▶ _What the task requires_:
Repeat the entries exactly as they stand.

BEGIN

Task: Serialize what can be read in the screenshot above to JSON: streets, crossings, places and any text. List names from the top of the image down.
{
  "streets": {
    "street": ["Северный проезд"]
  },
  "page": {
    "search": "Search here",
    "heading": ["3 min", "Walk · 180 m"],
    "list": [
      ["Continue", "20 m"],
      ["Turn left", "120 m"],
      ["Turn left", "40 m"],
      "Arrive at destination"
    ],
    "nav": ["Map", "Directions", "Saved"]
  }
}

END

▶ _Answer to this exercise_:
Task: Serialize what can be read in the screenshot above to JSON: streets, crossings, places and any text. List names from the top of the image down.
{
  "streets": {
    "street": ["Северный проезд"]
  },
  "page": {
    "search": "Search here",
    "heading": ["3 min", "Walk · 180 m"],
    "list": [
      ["Continue", "20 m"],
      ["Turn left", "120 m"],
      ["Turn left", "40 m"],
      "Arrive at destination"
    ],
    "nav": ["Map", "Directions", "Saved"]
  }
}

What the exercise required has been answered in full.